Many people wonder what became of the Liberal Democratic Party (LDP), which formed the Narc government in 2002 and gave birth to the current main political parties. The largest opposition party ODM, led by former Prime Minister Raila Odinga, and Wiper emerged from LDP.
LDP, formed by journalist Denise Kodhe in 1999, is still in existence. Although it fielded candidates in the 2017 general election, none of them sailed through because of the Nasa and Jubilee waves.
LDP played a pivotal role in the transition of power from President Moi, of the once dominant ruling party Kanu. For the first time in Kenya’s history, leading and small opposition parties came together to defeat a candidates of the ruling party—Uhuru Kenyatta—under Narc.
LDP, founded in Beijing by a group of seasoned journalists led by Kodhe, is not just a political outfit by name. It is a party that believes and cherishes true values and principles of liberal democracy. Its formation and eventual capture of power through Narc not only came as a surprise to Moi and his regime, but also opposition politicians and changed the country's political game plan.
In books written about Kenya’s transition in 2002, many writers describe LDP as a good political outfit that came from nowhere and became a household name in a short time.

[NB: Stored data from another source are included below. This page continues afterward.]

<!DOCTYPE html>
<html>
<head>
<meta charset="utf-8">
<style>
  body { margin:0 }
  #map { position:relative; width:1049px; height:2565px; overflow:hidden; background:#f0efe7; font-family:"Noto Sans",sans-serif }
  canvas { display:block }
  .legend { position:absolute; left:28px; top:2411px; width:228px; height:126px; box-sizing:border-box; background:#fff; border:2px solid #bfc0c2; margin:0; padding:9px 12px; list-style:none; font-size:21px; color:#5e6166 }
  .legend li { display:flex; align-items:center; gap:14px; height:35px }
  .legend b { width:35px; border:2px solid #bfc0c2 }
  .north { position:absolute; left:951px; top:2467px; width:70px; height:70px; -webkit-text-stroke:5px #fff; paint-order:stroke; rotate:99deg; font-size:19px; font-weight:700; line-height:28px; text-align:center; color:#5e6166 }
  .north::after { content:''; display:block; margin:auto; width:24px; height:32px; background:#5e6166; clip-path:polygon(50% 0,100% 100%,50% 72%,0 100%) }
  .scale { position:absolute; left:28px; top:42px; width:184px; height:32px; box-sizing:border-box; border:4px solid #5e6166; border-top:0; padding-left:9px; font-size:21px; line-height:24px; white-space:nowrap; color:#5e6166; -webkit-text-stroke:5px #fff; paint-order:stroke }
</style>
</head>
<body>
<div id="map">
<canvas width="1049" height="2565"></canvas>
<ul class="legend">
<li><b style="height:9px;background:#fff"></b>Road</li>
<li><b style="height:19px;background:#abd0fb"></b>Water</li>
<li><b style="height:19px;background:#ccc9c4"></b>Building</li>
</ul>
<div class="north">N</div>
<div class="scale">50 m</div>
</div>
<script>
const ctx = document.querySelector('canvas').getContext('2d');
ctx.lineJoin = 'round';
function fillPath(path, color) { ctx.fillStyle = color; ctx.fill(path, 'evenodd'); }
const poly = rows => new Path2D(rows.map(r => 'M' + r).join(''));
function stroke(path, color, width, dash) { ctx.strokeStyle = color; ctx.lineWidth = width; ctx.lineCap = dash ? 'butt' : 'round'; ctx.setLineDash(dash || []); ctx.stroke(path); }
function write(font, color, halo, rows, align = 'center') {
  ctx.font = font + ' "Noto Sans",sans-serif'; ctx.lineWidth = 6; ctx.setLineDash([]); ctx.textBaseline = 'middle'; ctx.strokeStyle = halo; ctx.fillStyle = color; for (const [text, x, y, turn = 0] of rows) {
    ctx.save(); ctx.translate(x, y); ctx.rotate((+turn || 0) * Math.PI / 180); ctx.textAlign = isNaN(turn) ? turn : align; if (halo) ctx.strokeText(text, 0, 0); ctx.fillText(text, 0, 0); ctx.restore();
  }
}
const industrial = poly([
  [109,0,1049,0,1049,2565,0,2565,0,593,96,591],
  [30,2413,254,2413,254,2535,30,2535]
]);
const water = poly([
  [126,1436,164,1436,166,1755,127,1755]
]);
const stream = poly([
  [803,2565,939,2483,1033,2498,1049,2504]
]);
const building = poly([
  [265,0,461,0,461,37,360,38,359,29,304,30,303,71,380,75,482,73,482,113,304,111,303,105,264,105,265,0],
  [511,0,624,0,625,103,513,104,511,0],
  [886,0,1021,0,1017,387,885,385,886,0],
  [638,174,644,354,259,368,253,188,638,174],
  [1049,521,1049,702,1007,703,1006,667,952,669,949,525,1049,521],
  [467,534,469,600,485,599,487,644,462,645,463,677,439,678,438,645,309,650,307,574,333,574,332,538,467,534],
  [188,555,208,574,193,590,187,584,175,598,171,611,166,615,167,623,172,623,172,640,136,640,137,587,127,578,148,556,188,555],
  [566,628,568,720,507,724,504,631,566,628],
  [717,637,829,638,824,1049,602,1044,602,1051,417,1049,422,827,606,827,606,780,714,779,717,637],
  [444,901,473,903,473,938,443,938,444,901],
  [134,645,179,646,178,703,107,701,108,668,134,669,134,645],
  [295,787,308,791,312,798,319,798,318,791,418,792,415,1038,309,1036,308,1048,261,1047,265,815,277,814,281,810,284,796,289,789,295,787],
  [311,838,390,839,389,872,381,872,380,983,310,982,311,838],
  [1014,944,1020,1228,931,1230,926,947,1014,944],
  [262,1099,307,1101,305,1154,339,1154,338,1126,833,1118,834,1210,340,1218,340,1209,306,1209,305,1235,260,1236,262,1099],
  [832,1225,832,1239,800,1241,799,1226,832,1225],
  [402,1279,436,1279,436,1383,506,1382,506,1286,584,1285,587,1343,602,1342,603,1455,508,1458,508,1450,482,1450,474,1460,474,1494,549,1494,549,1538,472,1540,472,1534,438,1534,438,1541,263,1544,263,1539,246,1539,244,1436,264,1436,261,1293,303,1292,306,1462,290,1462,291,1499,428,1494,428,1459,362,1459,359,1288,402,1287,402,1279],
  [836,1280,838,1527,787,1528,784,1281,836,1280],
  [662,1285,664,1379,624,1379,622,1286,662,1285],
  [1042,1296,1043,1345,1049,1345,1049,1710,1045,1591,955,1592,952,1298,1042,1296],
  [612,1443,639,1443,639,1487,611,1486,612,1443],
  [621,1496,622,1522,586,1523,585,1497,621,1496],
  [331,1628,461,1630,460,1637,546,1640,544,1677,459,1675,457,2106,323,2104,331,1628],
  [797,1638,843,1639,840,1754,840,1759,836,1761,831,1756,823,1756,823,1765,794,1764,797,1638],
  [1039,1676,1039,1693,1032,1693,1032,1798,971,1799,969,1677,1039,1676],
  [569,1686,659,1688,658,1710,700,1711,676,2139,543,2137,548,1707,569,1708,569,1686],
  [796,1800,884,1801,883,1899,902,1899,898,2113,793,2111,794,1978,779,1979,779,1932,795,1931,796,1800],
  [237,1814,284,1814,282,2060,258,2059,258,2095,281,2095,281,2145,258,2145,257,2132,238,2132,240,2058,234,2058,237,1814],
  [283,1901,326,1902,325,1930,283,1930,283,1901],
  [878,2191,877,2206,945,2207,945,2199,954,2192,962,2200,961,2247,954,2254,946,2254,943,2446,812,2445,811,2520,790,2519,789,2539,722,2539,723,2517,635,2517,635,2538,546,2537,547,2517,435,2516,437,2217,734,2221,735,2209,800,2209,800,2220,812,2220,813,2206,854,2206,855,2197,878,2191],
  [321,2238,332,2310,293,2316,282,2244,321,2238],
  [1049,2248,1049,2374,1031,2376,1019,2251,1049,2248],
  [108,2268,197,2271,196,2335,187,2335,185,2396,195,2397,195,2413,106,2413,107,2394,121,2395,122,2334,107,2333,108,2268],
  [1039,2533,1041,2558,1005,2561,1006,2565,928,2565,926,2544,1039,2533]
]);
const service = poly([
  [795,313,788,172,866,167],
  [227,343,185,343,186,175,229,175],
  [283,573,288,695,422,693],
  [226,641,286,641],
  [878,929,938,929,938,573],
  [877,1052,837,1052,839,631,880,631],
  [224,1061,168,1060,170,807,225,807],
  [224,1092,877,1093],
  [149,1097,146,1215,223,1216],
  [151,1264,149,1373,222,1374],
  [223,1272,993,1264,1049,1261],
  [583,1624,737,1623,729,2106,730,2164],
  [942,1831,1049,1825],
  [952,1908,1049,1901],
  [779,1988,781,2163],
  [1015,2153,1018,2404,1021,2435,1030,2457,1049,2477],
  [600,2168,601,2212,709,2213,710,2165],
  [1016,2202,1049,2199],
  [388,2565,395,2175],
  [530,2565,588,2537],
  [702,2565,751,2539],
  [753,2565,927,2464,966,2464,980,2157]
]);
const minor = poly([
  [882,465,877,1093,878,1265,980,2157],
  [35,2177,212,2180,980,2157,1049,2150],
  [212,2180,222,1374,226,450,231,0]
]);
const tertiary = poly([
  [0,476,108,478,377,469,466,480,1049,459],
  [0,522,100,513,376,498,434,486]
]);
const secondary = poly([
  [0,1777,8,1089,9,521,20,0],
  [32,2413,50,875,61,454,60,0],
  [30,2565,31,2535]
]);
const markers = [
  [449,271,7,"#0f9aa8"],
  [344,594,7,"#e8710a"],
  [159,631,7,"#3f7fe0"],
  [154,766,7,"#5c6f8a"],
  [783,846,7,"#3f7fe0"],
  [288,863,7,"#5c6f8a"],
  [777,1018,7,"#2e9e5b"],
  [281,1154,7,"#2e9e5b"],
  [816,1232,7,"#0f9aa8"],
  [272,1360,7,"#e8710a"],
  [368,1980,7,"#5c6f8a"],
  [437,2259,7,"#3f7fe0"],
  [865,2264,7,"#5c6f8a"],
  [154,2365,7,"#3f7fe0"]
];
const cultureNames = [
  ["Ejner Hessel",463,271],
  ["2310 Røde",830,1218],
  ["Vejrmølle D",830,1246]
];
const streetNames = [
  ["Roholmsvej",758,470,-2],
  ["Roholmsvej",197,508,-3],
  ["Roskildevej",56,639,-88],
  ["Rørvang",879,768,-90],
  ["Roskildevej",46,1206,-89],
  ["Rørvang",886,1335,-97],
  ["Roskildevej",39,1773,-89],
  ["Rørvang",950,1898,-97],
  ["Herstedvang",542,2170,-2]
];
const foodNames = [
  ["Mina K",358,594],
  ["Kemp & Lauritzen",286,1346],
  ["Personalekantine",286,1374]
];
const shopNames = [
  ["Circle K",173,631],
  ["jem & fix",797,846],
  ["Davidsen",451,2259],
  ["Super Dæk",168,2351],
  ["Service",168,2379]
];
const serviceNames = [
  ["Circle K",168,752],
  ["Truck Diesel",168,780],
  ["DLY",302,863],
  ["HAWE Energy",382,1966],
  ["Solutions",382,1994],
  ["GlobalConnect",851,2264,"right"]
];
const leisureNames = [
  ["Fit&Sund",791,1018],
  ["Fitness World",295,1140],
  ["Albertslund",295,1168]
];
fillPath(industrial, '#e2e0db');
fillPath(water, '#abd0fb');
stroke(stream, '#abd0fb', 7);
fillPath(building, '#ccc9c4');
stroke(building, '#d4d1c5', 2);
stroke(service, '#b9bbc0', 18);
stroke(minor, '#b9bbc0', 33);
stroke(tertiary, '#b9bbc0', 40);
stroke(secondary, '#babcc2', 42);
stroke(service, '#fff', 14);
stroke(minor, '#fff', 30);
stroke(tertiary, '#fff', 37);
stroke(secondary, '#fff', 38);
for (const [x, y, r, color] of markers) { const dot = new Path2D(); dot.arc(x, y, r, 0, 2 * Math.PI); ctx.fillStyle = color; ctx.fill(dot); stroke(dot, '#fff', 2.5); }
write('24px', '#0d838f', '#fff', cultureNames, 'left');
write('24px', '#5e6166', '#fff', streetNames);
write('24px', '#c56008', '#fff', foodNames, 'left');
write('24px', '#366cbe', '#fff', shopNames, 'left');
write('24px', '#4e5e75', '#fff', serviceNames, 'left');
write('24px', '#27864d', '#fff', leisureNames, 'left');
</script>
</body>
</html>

Kodhe’s dream was a visionary party with values and principles that bring Kenyans together irrespective of tribe, colour or religion. That dream, to some extent, was realised in 2002 when opposition flagbearer Mwai Kibaki won with a landslide, beating Uhuru, who was described as a Moi project.
The irony is that wonderful political formations like LDP were founded by unknown or little-known individuals but along the way were hijacked by seasoned politicians whose only interest was to use them and dump them when they achieved their goals. Parties are just delivery vehicles and members don’t cherish any values.
Kodhe, who ran for Gem MP on the LDP ticket in 2017, says since Independence in 1963, Kenya has been in the hands of pseudo-politicians who do not believe in anything except power and amassing wealth.
Many Kenyans wrongly thought that LDP was founded by Raila Odinga or the late Prof George Saitoti, Although Kodhe invited the then Rainbow rebels from Kanu to join the party during the famous October 14, 2002, political rally in Uhuru Park, he and his team were thrown out, killing LDP's dream and vision.
The Rainbow team led by Raila, Kalonzo Musyoka, Saitoti and others ran away with it for some time, negotiated with it and then dumped it after forming the government.
It is interesting to note that some leading parties today were formed by individuals with good ideas and vision like Kodhe but they have remained silent heroes after they were either bought out or forced out by ambitious and greedy politicians.
Political outfits are just parties by name and not substance—no principles or values. According to Kodhe, who still nurtures and cherishes the ambition of the party, LDP’s dream is still fresh and burning like before. It is the only political outfit with good intentions that can unite Kenyans to bring meaningful change and development.
“The spirit did not die with the formation of Narc government in 2002 as LDP is there to stay as a political institution.” Blamwel Juma, LDP’s current national chairman, says LDP “is the party to watch in 2022 since it is the party for the future.”
Kodhe trained in liberalism and liberal democracy at the International Academy for Leadership in Gummers Bach, Germany. When forming LDP in 1999, the party was affiliated to other international political foundations, institutions and organisations. They inlcude the Friedrich Neumann Foundation, Liberal international, Liberal Democrats of UK, etc, enhancing and championing liberal democracy, values and policies, as well as the African Liberal Network, which was also founded by Kodhe, among others.